• [ASSIGNMENT] Copy every line that contains the string "controls" from the entries below.
==============================
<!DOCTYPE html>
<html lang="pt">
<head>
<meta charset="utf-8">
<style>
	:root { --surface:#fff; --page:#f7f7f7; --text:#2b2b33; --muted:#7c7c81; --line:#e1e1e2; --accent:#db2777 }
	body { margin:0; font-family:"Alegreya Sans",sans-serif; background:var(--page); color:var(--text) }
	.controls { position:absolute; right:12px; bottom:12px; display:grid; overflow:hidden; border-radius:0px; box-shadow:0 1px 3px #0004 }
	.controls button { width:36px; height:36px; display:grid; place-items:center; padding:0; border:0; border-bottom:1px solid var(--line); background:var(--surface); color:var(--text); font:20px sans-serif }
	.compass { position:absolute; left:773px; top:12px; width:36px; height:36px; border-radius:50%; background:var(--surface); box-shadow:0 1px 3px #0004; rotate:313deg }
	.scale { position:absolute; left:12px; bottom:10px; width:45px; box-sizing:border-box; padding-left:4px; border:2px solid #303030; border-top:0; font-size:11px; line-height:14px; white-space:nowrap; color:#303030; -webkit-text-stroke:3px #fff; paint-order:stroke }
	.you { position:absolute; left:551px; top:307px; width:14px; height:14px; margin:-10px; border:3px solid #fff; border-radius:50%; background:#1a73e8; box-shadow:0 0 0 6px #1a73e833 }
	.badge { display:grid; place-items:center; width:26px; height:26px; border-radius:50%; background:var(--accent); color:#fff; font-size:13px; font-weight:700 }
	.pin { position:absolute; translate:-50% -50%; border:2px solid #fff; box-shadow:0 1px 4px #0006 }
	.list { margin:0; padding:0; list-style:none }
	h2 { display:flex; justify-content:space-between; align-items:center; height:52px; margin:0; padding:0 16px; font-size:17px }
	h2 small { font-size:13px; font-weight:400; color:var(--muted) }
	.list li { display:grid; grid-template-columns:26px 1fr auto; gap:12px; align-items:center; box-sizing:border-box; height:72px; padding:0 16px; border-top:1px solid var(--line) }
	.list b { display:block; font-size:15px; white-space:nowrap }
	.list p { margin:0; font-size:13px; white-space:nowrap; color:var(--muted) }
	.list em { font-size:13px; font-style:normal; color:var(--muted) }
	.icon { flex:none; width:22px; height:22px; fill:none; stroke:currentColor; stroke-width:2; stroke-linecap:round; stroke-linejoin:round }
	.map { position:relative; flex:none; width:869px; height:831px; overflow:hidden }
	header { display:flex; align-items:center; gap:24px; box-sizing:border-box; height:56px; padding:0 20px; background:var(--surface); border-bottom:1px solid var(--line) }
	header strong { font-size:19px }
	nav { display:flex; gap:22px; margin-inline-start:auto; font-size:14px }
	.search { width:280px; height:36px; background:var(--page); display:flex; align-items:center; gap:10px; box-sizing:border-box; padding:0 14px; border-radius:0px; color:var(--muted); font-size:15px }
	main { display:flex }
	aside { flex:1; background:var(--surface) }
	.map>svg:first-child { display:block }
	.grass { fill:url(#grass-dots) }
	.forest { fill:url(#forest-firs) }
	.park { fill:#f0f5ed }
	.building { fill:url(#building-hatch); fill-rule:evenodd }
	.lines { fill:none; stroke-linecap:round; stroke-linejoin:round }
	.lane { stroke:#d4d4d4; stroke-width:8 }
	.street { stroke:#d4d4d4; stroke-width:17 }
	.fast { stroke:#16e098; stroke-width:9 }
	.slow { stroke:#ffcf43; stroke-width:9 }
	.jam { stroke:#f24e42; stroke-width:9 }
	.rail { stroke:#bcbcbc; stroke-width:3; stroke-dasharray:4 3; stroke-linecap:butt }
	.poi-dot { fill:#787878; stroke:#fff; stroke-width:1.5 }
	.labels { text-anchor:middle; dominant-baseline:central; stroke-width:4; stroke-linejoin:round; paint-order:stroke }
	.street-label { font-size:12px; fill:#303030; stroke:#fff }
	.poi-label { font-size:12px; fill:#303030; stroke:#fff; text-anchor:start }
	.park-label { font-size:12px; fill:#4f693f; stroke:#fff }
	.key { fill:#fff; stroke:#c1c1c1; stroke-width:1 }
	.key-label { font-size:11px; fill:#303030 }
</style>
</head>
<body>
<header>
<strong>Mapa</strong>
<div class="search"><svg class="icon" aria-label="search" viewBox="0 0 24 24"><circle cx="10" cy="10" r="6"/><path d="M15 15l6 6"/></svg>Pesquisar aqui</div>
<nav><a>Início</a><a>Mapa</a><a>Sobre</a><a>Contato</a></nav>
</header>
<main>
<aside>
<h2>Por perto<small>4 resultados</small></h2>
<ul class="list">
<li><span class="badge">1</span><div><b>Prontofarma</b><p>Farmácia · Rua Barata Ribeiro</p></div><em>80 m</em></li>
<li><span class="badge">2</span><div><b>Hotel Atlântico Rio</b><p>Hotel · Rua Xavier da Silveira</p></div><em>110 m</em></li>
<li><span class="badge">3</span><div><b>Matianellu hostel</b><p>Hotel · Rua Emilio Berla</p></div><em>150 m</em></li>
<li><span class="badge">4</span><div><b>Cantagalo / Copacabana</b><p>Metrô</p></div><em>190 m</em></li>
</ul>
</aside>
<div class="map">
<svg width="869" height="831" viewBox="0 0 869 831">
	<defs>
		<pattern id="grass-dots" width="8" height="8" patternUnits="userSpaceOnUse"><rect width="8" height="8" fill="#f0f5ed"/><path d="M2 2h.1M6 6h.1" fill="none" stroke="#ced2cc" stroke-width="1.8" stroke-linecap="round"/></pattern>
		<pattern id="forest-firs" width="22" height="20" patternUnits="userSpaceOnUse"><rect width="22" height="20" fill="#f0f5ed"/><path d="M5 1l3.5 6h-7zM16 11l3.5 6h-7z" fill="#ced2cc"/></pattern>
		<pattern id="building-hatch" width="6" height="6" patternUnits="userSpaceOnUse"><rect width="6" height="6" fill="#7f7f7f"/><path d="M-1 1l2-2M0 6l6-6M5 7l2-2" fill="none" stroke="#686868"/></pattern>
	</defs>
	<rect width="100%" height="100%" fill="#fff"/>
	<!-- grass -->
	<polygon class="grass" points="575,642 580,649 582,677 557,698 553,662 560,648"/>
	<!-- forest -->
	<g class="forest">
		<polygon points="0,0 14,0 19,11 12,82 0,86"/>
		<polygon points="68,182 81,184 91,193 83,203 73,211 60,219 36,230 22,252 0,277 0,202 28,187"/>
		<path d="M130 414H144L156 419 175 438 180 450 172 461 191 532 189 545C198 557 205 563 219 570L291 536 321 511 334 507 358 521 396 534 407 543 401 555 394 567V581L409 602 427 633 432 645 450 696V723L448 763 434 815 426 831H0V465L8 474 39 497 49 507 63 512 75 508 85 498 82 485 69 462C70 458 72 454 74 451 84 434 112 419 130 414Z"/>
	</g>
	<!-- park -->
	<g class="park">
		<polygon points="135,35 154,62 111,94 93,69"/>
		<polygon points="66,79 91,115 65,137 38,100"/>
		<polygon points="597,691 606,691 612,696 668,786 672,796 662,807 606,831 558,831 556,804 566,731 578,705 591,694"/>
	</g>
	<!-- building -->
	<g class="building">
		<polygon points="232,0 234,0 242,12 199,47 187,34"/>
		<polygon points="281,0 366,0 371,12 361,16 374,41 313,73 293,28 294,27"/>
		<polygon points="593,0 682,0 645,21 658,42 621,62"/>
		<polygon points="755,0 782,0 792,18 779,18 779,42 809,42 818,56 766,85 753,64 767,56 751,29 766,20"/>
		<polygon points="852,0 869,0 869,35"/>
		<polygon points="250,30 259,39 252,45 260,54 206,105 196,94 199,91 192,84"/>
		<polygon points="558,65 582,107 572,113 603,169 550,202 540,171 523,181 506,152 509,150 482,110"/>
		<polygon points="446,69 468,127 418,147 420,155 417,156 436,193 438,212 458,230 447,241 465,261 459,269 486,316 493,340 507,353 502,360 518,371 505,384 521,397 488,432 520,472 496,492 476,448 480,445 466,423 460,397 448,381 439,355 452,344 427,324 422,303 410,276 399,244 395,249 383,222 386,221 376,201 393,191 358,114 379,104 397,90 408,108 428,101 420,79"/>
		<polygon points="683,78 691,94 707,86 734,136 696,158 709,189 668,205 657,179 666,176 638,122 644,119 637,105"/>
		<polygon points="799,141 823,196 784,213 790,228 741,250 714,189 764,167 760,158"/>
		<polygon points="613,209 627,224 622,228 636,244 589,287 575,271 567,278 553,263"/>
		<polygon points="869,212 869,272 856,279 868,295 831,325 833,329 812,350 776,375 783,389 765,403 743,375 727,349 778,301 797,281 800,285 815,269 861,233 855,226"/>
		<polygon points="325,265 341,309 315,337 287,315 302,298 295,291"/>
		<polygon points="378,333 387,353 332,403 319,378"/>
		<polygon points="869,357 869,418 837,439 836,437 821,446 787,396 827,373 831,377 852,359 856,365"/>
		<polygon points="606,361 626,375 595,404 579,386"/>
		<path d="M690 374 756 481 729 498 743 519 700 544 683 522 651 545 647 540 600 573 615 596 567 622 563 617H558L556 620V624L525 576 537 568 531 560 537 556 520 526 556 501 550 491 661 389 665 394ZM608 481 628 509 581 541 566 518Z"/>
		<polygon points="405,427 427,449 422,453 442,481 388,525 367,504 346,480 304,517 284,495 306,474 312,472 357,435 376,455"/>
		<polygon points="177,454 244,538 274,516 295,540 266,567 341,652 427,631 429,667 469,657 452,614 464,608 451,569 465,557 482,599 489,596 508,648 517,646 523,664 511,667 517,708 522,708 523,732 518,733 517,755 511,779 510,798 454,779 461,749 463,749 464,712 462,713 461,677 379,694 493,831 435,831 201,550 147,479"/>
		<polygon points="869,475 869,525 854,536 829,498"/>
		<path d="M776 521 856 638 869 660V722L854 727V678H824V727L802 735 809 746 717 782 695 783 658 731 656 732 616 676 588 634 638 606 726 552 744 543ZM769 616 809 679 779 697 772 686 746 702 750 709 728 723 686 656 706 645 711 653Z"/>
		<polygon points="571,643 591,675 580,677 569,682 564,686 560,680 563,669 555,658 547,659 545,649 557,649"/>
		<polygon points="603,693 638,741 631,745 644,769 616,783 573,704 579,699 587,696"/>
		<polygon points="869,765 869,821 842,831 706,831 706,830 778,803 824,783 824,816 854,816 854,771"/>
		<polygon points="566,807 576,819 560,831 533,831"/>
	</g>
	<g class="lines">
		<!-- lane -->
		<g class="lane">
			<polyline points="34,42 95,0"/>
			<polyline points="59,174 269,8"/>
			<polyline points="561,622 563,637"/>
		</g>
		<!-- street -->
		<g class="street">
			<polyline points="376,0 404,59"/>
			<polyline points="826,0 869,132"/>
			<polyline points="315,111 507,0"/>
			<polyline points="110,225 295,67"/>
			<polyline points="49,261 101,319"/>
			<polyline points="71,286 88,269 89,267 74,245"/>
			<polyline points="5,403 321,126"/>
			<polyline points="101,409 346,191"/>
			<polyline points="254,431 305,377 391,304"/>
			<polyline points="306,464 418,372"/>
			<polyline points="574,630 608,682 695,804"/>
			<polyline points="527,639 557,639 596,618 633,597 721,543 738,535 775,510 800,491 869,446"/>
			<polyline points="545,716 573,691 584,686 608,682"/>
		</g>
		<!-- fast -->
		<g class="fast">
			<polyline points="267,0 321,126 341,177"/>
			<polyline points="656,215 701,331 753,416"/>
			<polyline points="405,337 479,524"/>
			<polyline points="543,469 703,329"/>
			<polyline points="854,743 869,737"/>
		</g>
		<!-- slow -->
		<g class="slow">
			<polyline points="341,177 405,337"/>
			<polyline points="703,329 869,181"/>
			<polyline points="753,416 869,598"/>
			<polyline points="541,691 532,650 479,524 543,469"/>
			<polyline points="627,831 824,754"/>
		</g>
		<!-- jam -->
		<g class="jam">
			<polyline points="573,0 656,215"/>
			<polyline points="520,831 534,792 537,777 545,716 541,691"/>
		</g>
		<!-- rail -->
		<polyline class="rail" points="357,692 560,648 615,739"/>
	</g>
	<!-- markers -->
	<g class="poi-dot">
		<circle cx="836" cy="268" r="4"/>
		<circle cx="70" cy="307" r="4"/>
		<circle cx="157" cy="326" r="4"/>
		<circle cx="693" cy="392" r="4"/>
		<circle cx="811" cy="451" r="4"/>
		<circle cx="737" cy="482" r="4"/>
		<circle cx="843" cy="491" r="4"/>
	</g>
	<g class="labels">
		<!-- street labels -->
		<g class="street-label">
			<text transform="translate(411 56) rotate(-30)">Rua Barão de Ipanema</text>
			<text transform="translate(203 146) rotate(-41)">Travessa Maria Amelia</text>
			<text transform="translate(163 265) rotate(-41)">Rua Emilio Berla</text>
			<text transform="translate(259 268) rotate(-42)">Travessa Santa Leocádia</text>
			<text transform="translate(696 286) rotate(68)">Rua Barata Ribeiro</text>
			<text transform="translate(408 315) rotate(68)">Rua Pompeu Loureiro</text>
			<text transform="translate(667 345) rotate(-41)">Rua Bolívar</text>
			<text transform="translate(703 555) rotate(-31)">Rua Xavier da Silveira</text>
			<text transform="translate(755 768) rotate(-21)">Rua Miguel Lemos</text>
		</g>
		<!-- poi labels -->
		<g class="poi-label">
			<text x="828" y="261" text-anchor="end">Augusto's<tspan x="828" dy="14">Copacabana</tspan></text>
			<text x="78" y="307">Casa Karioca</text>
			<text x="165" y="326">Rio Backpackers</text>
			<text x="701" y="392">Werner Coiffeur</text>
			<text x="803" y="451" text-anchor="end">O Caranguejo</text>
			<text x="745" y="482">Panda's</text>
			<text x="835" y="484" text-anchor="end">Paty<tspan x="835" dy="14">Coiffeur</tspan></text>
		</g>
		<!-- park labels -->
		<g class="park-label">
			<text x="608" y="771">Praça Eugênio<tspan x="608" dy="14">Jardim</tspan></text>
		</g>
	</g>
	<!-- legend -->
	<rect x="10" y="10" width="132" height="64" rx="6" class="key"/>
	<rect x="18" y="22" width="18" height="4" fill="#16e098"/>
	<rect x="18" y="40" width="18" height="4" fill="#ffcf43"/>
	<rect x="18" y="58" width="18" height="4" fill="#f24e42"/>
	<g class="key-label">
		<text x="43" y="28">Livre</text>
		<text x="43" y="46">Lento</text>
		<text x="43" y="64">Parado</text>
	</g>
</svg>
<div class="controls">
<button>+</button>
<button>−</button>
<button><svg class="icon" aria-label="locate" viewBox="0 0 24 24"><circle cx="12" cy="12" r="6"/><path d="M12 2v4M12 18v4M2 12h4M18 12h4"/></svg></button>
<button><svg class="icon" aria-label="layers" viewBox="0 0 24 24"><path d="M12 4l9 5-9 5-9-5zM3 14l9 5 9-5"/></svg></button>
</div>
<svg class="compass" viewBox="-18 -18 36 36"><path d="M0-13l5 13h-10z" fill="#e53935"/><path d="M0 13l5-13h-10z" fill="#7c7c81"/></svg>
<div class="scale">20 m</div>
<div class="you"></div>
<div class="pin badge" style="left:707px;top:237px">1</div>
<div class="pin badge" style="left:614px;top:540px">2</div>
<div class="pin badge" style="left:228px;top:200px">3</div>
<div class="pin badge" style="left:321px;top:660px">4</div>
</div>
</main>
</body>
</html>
==============================
• [FINISHED EXERCISE]
	.controls { position:absolute; right:12px; bottom:12px; display:grid; overflow:hidden; border-radius:0px; box-shadow:0 1px 3px #0004 }
	.controls button { width:36px; height:36px; display:grid; place-items:center; padding:0; border:0; border-bottom:1px solid var(--line); background:var(--surface); color:var(--text); font:20px sans-serif }
<div class="controls">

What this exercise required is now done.